週刊ビル経営・今週の注目記事

毎週月曜日更新

ベルテックスの投資用マンション「ベルシードステアーα 西日暮里」 IoT搭載の次世代型物件としても注目

2026.04.06 10:34

 不動産投資会社のベルテックス(東京都新宿区)は昨年12月25日、東京都荒川区西日暮里2丁目で「ベルシードステアーα 西日暮里」を建設。IoT搭載の次世代型マンションとして注目を集める。

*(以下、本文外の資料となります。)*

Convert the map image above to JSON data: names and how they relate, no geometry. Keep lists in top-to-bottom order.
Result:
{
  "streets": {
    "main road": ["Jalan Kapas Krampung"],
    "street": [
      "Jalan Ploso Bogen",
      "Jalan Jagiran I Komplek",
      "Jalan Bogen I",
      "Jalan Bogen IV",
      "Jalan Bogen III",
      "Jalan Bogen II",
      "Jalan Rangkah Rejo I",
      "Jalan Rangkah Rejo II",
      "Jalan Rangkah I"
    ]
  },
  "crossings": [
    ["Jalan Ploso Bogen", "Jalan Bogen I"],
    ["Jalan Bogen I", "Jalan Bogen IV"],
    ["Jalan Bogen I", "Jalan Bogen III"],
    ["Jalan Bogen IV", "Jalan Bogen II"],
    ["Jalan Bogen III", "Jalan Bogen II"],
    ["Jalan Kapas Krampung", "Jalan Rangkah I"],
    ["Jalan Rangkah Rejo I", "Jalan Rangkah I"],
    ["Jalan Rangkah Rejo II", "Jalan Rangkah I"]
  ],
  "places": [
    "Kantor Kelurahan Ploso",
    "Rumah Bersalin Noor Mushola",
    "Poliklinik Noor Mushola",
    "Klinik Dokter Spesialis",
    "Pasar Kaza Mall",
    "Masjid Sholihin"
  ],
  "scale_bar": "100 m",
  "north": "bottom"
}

 2010年12月設立のベルテックスは、不動産のコンサルティングから企画・開発、売買、賃貸仲介、賃貸管理など幅広く展開している総合不動産会社。新築賃貸マンションのブランド「VERXEED(以下ベルシード)」をシリーズ展開。区分または1棟販売の投資用不動産で、主な開発エリアは都内23区と横浜市・川崎市などの近隣都市。ラグジュアリーな内装・設備を有したマンションで、一人暮らしを満喫したい人向け。主なターゲット層は年収500万円以上の20~40代。25年11月末時点でベルシードの入居率は、99・5%以上。

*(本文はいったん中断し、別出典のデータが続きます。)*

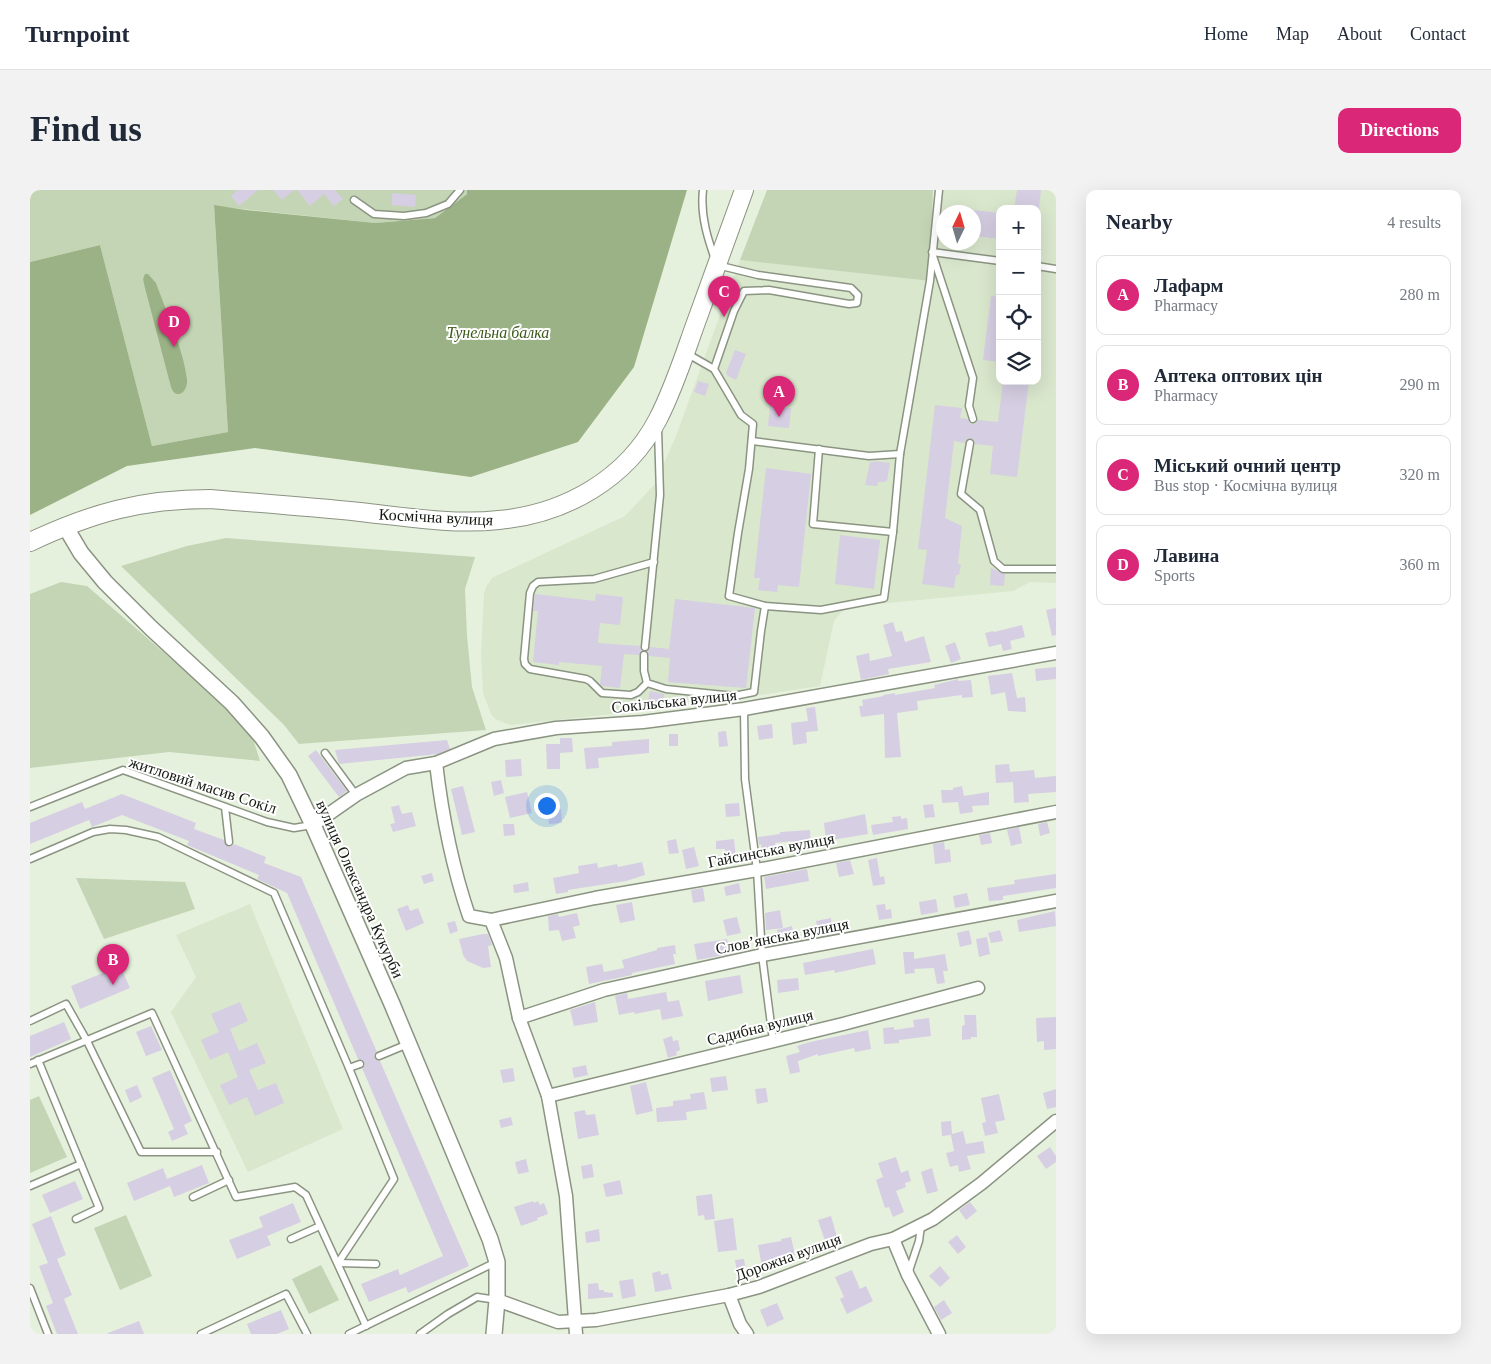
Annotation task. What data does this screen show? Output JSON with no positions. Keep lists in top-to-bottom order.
{
  "streets": {
    "main road": ["Космічна вулиця"],
    "street": [
      "Сокільська вулиця",
      "Гайсинська вулиця",
      "вулиця Олександра Кукурби",
      "Словʼянська вулиця",
      "Садибна вулиця",
      "Дорожна вулиця"
    ],
    "lane": ["житловий масив Сокіл"]
  },
  "crossings": [
    ["Космічна вулиця", "вулиця Олександра Кукурби"],
    ["Сокільська вулиця", "житловий масив Сокіл"],
    ["Сокільська вулиця", "вулиця Олександра Кукурби"],
    ["житловий масив Сокіл", "вулиця Олександра Кукурби"],
    ["вулиця Олександра Кукурби", "Дорожна вулиця"]
  ],
  "parks": ["Тунельна балка"],
  "north": "top",
  "page": {
    "header": "Turnpoint",
    "nav": [
      "Home",
      "Map",
      "About",
      "Contact"
    ],
    "buttons": "Directions",
    "title": "Find us",
    "heading": ["Nearby", "4 results"],
    "map_buttons": ["+", "−"],
    "list": [
      {
        "mark": "A",
        "name": "Лафарм",
        "note": "Pharmacy",
        "value": "280 m"
      },
      {
        "mark": "B",
        "name": "Аптека оптових цін",
        "note": "Pharmacy",
        "value": "290 m"
      },
      {
        "mark": "C",
        "name": "Міський очний центр",
        "note": "Bus stop · Космічна вулиця",
        "value": "320 m"
      },
      {
        "mark": "D",
        "name": "Лавина",
        "note": "Sports",
        "value": "360 m"
      }
    ],
    "pins": [
      "C",
      "D",
      "A",
      "B"
    ]
  }
}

 一方「VERXEED STAIR(以下ベルシードステアー)」は、狭小地向けに必要な設備を厳選し、建築コストを抑えたコンパクトマンションシリーズで、コストパフォーマンスが高く、ライフスタイルを充実したい人向け。年収は500万円未満の20~30代と、比較的若年層をターゲットとしている。ベルシードとベルシードステアーを合わせて、これまでに「計91棟(25年11月末時点)」を展開。ベルシードステアー単体でも20棟以上開発してきた。

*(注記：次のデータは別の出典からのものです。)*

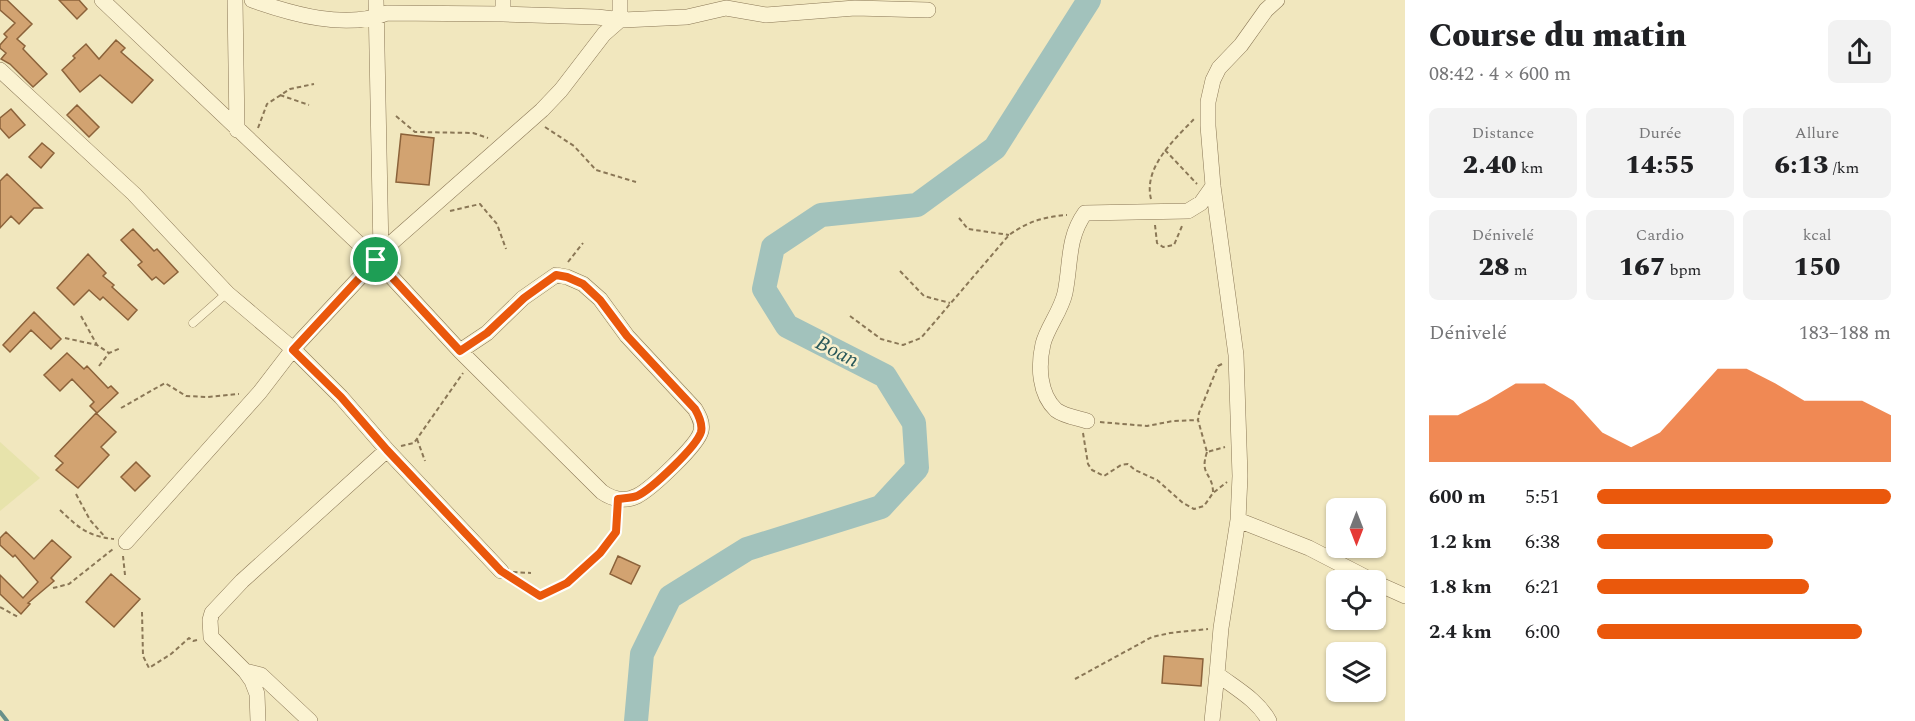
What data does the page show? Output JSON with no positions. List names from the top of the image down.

 今回開発した「ベルシードステアーα 西日暮里」は、ホームIoTプラットフォームを開発・提供するリンクジャパン(東京都港区)と連携して進めてきたプロジェクト。共用部と専有部いずれにもIoTを導入した同社初の新築IoTマンション。かつ2022年からゼネコン機能を内製化し、自社開発物件として品質・スピード・柔軟性の確保に取り組んできた。内製化物件としては3棟目となった。
 立地は東京メトロ「西日暮里」駅から徒歩4分。JR「西日暮里」駅からは徒歩5分に位置する。RC造の地上5階建て。敷地面積は140・49㎡。総戸数は14戸。専有面積は25・66~27・72㎡。間取りは1K。賃料は11・7~12・2万円を予定。うち管理費は1・5万円。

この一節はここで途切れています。